TRY IT. Filter the records for "direction" and keep each line that has it.
[DATA — start]
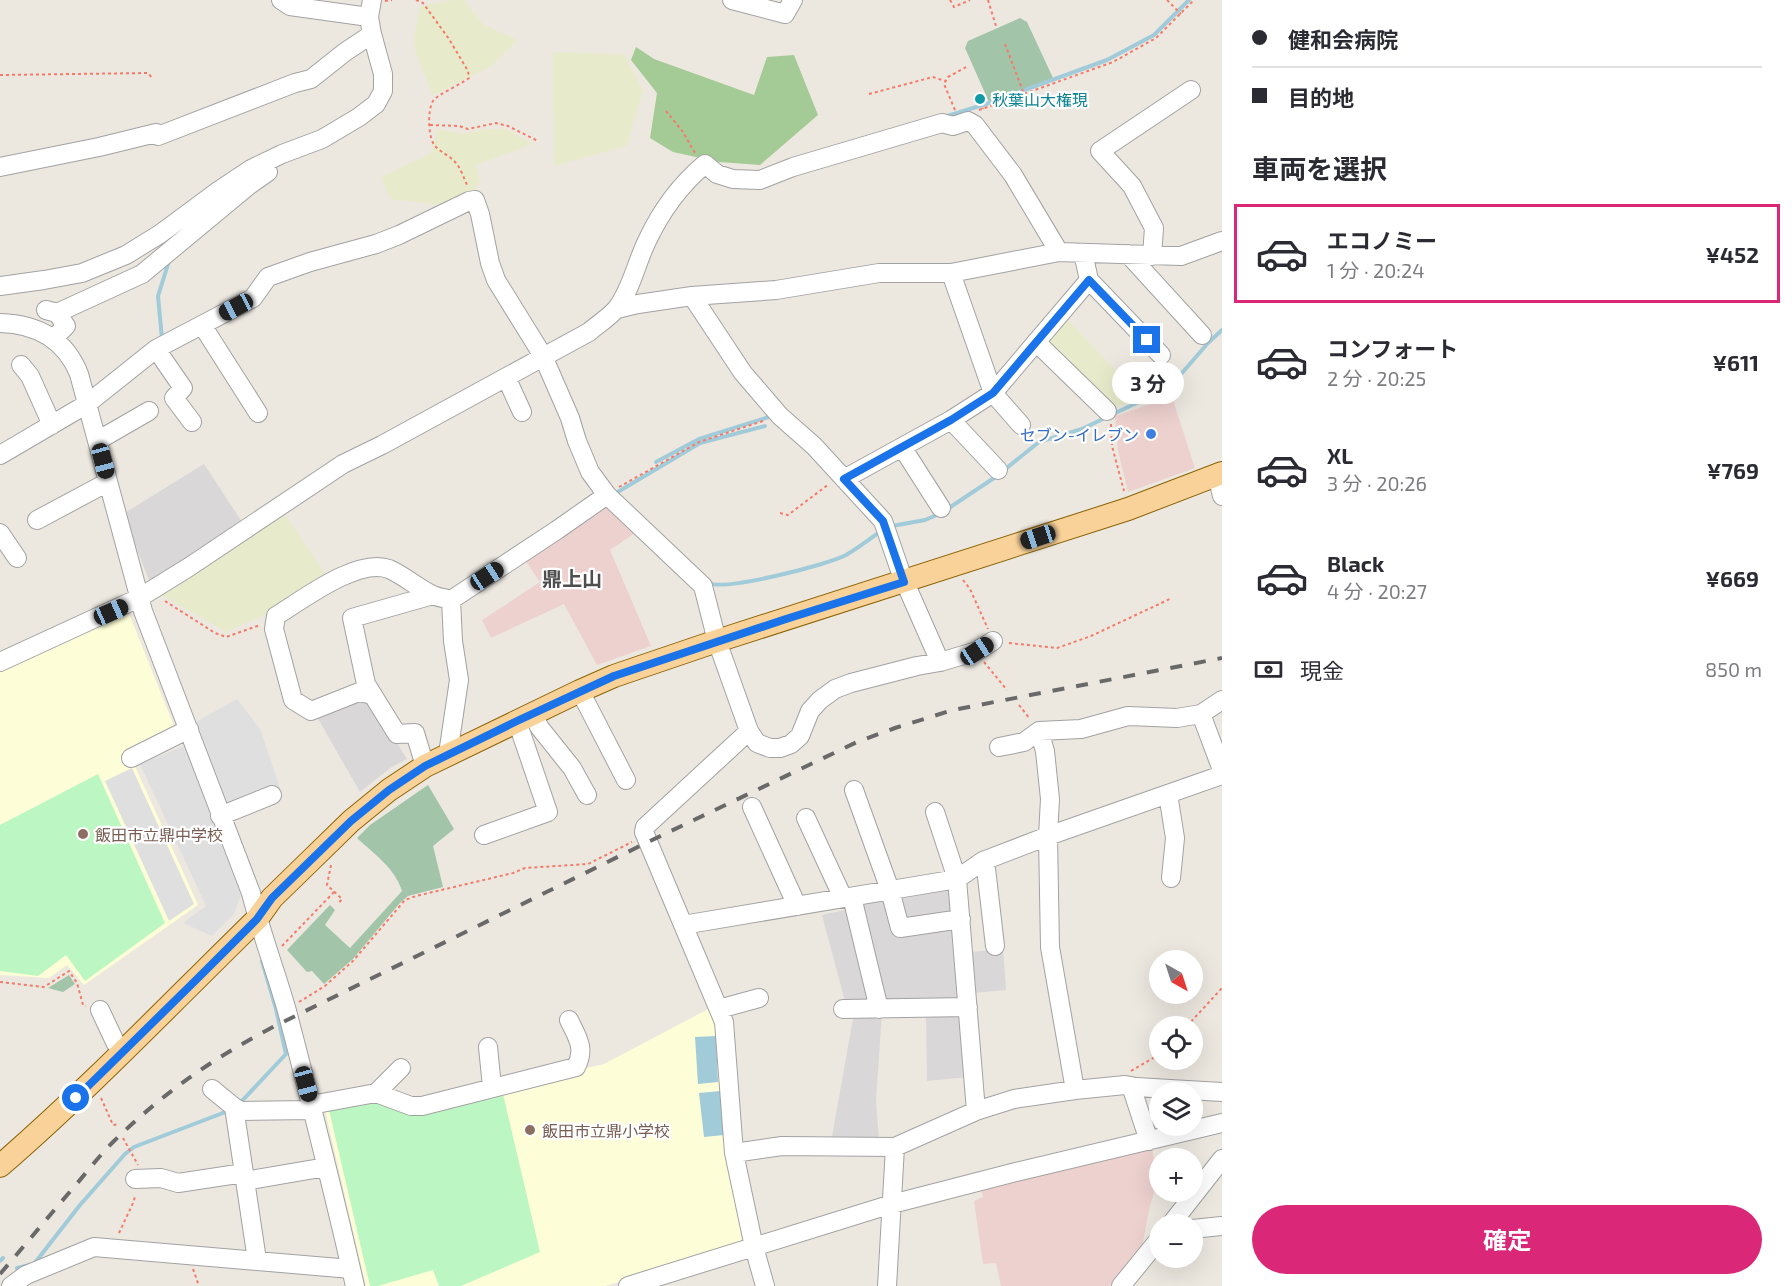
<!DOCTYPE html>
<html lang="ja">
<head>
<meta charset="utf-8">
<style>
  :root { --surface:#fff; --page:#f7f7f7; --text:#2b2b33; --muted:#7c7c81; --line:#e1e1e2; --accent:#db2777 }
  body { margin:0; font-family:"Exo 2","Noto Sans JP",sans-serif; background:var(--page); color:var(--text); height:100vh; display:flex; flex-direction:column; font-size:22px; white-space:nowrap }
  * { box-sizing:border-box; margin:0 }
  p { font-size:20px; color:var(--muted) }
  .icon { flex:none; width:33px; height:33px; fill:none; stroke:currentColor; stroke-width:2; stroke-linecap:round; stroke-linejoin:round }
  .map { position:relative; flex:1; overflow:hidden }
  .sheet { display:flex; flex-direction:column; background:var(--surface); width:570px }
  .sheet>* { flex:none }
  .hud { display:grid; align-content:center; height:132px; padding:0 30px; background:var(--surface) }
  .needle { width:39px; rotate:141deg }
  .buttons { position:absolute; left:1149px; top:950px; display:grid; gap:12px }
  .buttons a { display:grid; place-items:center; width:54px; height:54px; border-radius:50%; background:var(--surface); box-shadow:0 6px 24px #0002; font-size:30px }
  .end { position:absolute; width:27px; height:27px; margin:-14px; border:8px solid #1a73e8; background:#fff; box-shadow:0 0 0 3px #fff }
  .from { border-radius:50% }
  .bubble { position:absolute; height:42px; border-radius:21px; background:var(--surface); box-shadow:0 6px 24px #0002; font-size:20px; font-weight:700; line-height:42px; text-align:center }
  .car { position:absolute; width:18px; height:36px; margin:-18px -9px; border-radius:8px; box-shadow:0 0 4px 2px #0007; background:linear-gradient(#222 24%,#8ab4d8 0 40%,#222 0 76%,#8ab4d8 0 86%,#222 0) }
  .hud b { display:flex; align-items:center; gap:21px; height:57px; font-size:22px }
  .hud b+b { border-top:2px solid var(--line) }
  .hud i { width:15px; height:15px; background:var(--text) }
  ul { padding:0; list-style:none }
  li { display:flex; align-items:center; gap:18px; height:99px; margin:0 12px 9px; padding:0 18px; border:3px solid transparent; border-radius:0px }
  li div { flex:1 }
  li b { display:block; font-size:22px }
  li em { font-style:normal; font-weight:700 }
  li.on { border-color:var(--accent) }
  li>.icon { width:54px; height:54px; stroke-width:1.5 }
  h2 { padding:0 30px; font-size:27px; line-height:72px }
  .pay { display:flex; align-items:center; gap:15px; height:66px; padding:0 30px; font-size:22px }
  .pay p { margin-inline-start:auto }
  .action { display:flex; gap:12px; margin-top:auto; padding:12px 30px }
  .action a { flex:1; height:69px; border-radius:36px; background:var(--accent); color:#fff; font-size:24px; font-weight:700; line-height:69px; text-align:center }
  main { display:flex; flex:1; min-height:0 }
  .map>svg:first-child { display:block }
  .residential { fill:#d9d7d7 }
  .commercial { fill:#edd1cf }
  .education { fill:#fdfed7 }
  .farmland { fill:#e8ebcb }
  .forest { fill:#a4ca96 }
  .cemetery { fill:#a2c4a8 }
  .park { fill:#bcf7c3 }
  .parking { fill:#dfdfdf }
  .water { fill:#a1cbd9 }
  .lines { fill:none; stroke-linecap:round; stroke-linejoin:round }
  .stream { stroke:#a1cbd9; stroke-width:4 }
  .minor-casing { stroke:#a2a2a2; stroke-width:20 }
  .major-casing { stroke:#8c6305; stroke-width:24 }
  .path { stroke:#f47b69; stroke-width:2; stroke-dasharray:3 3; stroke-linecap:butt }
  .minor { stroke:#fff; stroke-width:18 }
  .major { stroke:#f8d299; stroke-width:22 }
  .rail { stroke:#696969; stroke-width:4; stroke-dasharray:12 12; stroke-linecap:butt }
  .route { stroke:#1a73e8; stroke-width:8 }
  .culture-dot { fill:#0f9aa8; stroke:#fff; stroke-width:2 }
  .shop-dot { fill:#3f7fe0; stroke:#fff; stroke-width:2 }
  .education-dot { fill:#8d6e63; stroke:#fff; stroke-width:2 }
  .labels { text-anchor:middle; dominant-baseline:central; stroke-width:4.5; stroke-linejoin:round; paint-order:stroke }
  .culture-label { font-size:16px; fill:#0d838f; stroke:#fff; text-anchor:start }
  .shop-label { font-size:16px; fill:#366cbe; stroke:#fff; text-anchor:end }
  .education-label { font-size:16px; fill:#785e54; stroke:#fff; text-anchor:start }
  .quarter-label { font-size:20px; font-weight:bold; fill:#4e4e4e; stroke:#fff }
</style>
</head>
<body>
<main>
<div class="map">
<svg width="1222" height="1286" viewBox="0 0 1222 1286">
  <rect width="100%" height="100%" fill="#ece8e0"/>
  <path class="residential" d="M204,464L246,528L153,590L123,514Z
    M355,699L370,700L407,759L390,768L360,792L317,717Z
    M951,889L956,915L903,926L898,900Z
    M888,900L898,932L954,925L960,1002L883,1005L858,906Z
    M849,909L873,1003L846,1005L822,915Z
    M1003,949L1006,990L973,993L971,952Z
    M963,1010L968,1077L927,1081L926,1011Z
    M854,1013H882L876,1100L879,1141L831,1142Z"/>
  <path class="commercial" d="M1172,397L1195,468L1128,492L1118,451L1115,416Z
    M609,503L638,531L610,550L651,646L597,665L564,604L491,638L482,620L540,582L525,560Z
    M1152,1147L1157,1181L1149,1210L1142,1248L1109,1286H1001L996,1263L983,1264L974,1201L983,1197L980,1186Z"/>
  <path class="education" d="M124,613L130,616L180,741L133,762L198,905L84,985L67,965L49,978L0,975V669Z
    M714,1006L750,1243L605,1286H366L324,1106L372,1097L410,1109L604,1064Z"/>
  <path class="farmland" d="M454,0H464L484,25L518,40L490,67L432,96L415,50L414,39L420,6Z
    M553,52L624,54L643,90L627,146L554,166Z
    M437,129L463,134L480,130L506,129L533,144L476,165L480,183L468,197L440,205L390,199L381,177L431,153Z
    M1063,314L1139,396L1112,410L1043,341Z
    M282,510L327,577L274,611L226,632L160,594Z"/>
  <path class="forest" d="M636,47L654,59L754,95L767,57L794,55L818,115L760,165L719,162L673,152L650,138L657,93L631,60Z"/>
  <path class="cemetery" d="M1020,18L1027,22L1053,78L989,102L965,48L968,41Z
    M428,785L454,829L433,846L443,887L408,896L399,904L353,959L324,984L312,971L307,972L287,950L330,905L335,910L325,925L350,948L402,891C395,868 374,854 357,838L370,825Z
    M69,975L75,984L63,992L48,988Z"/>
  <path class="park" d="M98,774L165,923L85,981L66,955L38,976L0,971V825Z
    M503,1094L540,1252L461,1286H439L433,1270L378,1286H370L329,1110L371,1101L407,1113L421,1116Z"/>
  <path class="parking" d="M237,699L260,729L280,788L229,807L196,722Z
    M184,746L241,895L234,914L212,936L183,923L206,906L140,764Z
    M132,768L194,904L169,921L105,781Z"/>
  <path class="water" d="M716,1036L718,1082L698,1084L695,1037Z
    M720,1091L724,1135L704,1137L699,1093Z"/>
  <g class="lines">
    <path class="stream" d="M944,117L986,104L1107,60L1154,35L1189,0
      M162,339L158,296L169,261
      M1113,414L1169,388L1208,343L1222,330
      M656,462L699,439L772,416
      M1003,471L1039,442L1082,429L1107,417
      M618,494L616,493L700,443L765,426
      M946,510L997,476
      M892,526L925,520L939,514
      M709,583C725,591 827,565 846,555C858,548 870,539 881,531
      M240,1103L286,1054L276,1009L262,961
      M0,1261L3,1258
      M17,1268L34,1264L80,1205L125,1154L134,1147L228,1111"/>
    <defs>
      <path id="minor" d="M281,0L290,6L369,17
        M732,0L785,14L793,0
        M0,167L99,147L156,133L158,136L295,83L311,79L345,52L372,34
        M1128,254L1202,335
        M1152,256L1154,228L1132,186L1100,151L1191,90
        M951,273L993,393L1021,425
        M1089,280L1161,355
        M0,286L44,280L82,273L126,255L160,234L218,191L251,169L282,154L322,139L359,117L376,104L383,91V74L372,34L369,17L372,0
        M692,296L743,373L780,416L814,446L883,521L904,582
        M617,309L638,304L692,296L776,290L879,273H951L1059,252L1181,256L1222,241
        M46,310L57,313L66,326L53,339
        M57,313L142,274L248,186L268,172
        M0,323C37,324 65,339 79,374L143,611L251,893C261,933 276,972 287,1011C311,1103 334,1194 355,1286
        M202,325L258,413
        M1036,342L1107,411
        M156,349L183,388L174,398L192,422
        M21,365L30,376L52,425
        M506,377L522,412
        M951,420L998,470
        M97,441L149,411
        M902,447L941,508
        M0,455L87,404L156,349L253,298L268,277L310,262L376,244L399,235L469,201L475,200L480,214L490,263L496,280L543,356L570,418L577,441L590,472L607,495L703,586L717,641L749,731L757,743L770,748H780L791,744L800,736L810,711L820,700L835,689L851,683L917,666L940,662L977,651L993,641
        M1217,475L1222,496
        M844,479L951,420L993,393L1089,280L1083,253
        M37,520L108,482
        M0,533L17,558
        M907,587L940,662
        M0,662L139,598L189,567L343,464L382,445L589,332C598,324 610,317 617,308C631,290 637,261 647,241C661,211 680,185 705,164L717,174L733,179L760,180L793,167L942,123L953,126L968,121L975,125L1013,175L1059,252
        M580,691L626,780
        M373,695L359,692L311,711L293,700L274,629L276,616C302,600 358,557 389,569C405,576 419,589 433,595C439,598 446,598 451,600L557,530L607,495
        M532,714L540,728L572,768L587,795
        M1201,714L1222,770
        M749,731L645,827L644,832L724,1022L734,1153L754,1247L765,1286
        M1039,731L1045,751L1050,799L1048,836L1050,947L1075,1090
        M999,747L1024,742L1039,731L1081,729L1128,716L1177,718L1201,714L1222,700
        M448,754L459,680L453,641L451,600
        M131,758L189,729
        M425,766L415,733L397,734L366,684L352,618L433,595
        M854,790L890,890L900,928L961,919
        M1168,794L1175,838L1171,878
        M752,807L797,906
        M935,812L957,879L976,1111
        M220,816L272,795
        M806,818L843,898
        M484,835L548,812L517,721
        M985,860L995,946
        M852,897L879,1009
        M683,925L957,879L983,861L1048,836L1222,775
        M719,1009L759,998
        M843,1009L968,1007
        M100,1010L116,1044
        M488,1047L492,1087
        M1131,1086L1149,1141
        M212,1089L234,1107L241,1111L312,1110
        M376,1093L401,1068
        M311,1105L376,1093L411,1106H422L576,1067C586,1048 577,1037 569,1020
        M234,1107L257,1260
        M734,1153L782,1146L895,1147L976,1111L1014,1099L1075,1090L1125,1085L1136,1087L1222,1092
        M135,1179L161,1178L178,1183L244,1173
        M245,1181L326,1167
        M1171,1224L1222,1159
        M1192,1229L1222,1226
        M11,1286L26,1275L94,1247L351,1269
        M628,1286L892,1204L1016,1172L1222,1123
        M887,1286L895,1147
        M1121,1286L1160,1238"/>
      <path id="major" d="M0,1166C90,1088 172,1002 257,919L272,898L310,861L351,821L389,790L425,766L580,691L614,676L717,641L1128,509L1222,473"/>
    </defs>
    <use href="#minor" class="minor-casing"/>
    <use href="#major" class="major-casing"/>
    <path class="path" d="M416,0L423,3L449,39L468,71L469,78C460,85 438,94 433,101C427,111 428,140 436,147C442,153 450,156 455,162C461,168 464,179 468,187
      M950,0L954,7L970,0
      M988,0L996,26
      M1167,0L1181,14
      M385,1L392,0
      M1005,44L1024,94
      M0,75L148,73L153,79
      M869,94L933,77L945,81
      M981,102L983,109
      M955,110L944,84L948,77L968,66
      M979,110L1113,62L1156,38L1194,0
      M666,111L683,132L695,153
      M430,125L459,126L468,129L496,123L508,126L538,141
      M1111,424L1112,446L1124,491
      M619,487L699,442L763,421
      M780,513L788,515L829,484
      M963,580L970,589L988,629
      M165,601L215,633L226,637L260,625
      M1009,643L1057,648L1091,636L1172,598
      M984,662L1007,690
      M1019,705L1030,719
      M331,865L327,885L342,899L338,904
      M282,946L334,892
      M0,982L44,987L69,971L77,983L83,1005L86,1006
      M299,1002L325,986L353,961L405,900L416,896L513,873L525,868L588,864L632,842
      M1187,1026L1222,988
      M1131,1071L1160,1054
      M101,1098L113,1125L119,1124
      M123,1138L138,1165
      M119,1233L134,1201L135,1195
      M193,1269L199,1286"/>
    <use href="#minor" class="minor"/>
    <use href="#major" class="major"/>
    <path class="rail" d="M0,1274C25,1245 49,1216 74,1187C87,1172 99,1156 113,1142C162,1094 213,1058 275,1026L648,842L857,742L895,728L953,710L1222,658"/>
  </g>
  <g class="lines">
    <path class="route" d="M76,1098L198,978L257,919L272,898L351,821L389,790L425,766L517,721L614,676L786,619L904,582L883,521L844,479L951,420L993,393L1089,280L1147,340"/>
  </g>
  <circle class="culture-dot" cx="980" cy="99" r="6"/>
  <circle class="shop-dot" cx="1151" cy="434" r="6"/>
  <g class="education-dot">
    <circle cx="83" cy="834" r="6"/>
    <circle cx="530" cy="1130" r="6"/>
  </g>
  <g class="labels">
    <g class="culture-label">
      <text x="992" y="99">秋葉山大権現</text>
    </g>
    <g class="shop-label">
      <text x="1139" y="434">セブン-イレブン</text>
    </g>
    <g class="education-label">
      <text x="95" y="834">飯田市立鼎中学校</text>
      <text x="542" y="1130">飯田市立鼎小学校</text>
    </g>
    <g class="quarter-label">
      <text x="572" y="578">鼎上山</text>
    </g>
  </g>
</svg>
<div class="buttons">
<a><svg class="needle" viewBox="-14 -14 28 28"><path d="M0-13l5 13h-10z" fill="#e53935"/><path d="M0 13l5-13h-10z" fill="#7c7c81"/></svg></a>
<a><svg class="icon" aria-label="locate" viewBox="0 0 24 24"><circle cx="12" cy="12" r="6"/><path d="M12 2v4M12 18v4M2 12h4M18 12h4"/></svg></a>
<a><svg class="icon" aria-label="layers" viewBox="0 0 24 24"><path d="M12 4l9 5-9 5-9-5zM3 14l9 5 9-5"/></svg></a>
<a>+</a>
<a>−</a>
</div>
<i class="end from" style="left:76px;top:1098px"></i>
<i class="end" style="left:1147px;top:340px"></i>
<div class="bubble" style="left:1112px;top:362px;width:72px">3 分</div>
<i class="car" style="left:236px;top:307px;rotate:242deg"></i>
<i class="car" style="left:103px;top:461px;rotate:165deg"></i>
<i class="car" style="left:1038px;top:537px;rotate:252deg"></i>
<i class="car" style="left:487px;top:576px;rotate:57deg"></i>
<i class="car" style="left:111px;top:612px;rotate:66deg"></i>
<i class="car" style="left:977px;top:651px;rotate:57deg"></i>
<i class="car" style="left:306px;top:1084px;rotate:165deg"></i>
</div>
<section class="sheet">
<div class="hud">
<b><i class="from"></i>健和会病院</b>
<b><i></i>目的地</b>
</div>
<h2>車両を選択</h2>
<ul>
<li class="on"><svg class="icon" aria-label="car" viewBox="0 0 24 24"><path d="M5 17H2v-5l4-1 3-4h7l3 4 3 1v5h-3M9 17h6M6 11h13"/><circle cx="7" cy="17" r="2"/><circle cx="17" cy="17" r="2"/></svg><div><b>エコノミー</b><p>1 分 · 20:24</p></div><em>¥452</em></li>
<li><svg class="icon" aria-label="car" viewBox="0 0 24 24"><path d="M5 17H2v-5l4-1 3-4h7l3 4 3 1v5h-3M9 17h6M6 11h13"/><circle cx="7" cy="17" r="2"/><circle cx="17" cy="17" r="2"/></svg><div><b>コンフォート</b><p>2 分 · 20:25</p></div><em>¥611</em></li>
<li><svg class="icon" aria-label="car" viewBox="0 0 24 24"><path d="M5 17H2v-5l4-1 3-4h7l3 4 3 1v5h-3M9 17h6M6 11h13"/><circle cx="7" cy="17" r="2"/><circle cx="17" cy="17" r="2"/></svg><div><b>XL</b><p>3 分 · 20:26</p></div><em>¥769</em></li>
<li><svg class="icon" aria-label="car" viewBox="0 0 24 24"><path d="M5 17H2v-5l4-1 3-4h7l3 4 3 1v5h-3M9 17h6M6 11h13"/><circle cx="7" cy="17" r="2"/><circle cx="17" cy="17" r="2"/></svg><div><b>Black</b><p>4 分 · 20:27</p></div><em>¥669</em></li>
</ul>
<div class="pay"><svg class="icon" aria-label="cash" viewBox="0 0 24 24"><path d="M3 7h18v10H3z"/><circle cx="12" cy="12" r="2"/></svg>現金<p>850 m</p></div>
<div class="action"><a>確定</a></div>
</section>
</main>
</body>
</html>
[DATA — finish]
TASK RESPONSE.
  body { margin:0; font-family:"Exo 2","Noto Sans JP",sans-serif; background:var(--page); color:var(--text); height:100vh; display:flex; flex-direction:column; font-size:22px; white-space:nowrap }
  .sheet { display:flex; flex-direction:column; background:var(--surface); width:570px }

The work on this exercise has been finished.